**Entries supplied:**
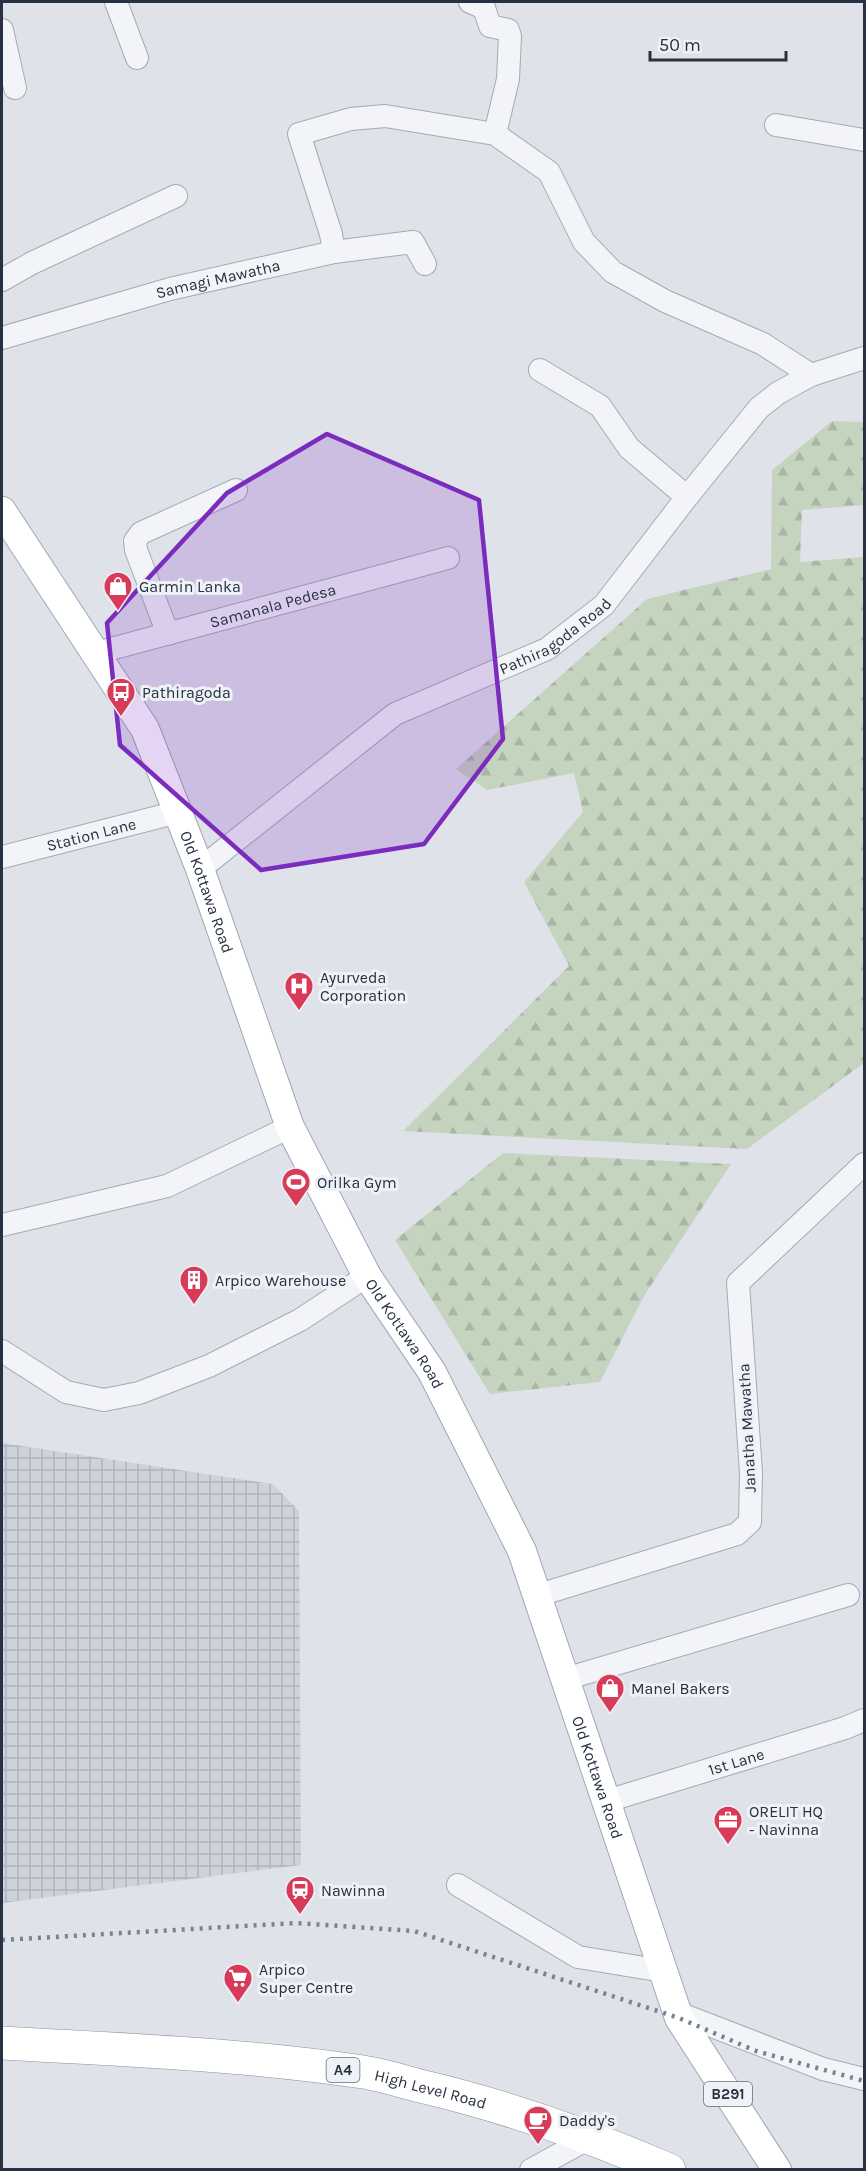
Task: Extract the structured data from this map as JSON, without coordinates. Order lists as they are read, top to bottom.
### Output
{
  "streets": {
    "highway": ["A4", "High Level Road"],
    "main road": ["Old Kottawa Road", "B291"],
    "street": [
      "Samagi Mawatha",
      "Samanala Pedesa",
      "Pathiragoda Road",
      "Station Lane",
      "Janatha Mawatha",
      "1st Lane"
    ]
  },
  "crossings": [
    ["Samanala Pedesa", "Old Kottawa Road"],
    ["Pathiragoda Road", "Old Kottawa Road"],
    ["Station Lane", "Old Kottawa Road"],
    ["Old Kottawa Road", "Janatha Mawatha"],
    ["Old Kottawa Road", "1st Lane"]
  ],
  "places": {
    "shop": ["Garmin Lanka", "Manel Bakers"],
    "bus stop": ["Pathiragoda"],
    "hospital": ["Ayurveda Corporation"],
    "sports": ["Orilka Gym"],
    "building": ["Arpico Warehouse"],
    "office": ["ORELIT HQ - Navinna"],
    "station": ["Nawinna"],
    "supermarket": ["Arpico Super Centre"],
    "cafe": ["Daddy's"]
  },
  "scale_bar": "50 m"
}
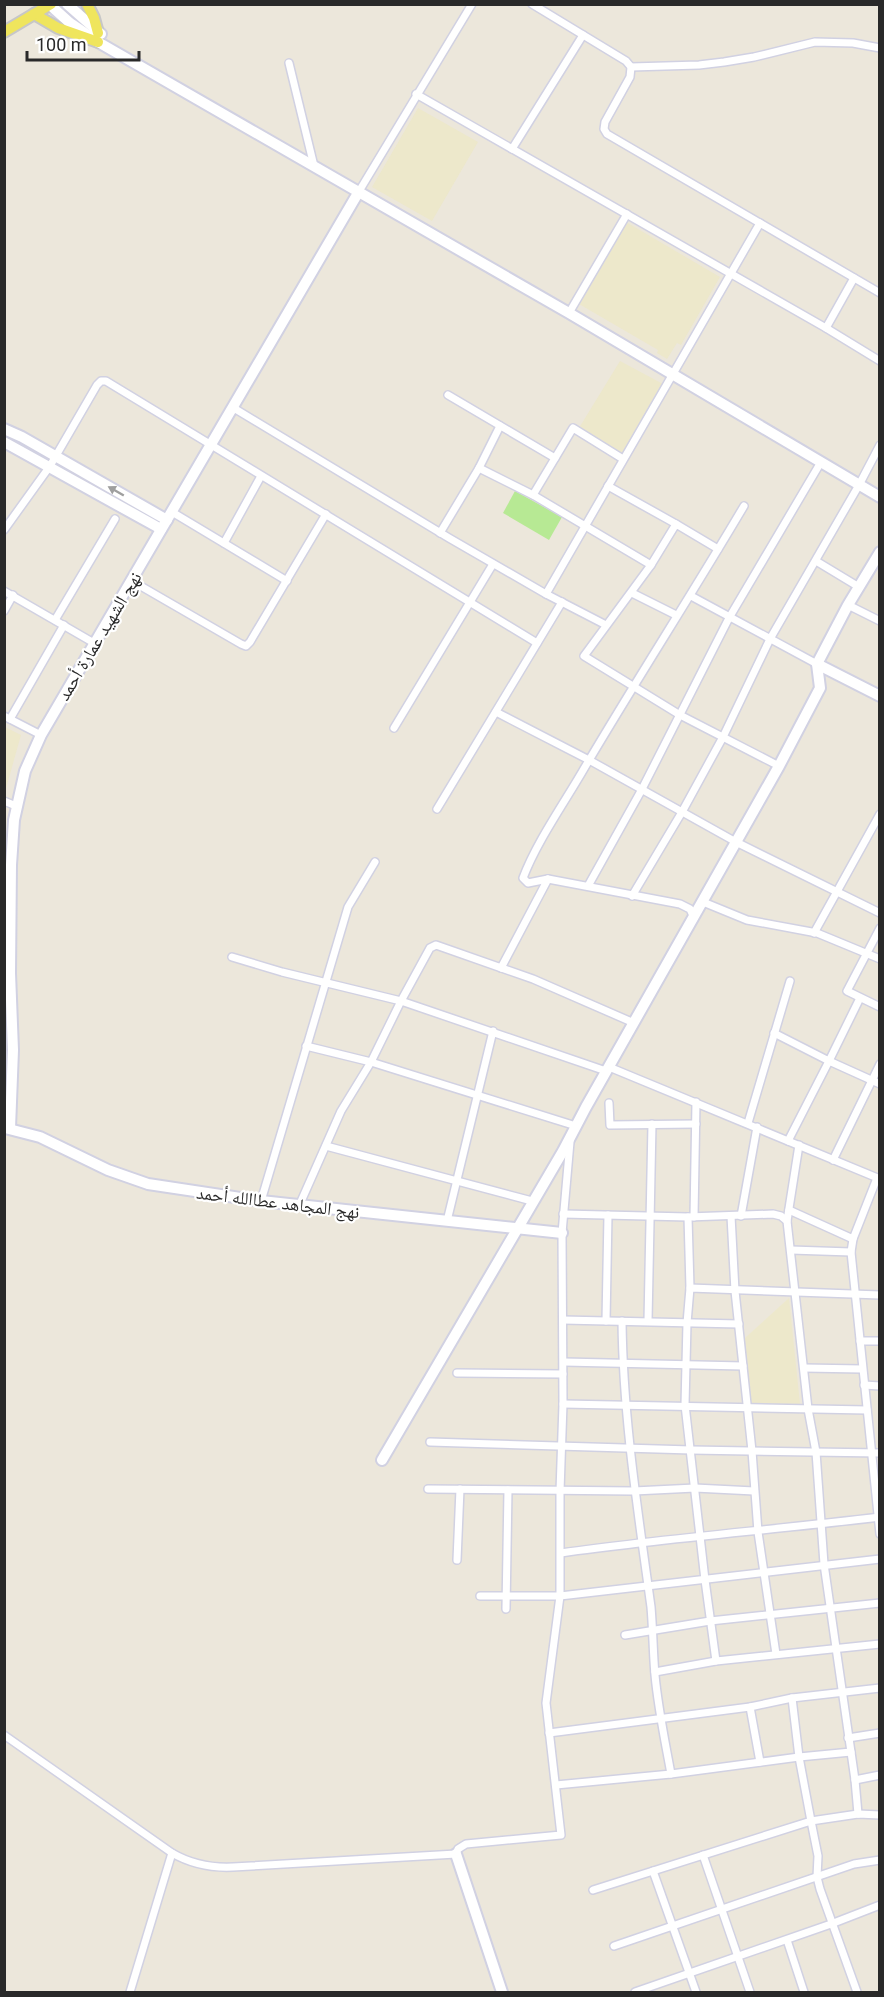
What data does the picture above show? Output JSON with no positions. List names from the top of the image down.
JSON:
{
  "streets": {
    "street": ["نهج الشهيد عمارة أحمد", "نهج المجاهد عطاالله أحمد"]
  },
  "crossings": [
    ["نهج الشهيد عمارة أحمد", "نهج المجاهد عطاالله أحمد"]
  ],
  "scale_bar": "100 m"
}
* * *
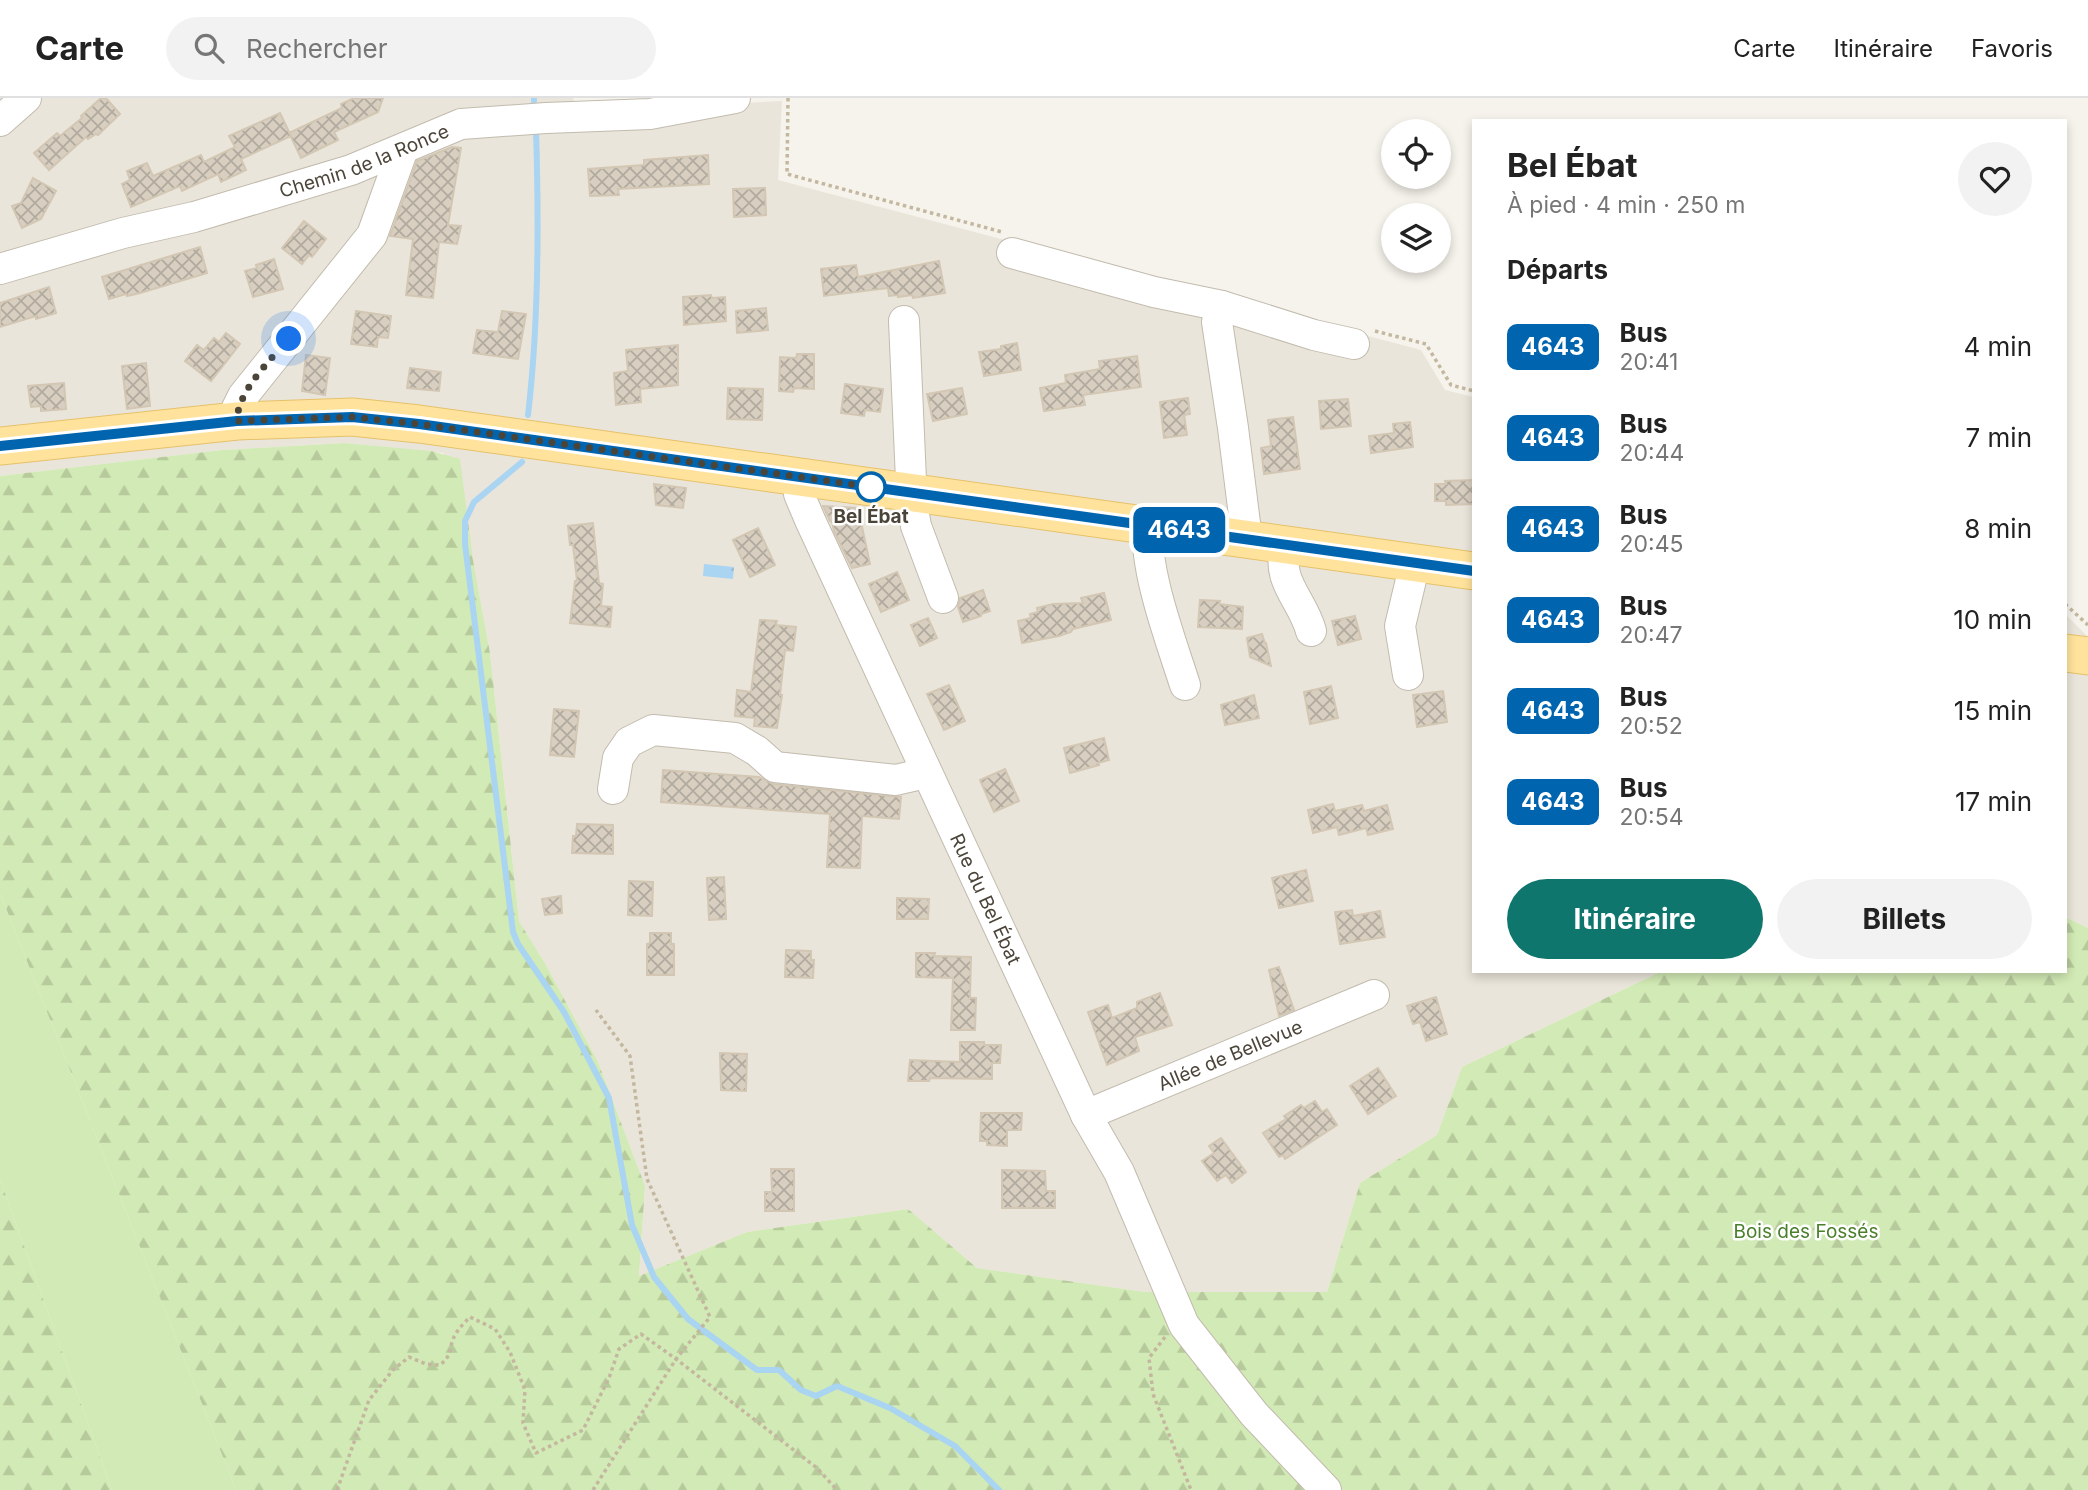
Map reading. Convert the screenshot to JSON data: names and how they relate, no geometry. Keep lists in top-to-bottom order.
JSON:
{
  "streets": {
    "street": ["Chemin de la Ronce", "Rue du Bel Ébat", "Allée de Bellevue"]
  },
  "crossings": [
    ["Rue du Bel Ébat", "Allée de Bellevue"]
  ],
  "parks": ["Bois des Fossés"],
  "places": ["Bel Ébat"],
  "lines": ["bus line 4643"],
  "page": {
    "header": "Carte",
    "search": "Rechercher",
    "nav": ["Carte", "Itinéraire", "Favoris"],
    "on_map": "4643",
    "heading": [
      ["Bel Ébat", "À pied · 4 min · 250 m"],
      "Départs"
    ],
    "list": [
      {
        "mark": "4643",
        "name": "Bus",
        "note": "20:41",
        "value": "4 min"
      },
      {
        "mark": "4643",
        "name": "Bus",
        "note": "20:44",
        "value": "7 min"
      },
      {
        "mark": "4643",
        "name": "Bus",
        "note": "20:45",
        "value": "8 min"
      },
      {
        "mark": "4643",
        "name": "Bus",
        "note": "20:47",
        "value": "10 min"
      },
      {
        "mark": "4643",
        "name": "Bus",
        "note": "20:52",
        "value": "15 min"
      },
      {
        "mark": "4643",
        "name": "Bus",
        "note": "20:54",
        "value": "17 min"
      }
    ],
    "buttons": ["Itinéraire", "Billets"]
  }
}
* * *
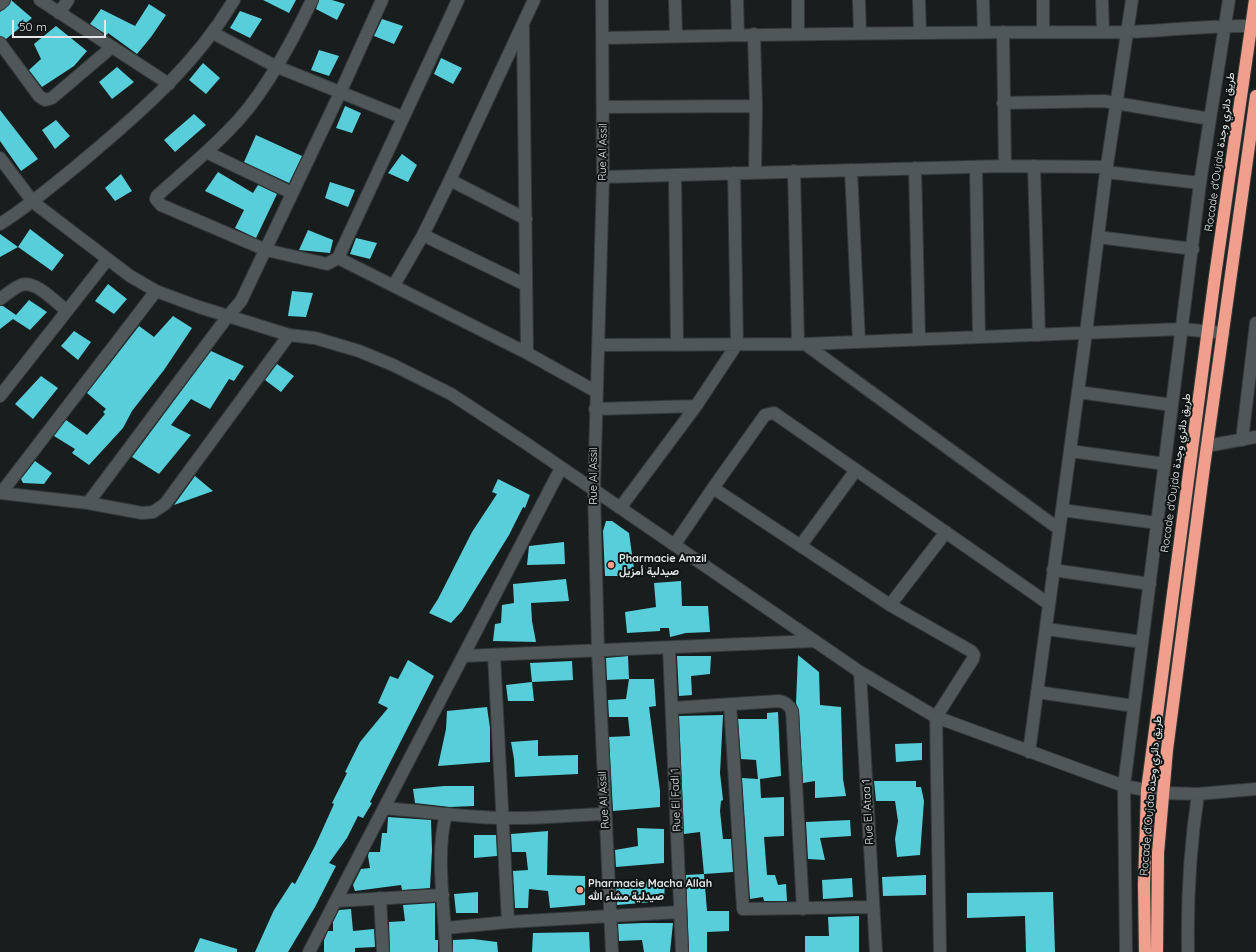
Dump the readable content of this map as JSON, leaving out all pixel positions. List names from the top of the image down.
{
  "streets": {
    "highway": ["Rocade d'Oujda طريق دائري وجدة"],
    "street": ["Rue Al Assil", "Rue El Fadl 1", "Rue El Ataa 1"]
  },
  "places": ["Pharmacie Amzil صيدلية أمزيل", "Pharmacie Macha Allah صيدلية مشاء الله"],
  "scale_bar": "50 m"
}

**Task statement:** An answer consisting of the number alone is required: how many lines in the entries hold the string "data"?

**Result below:** 3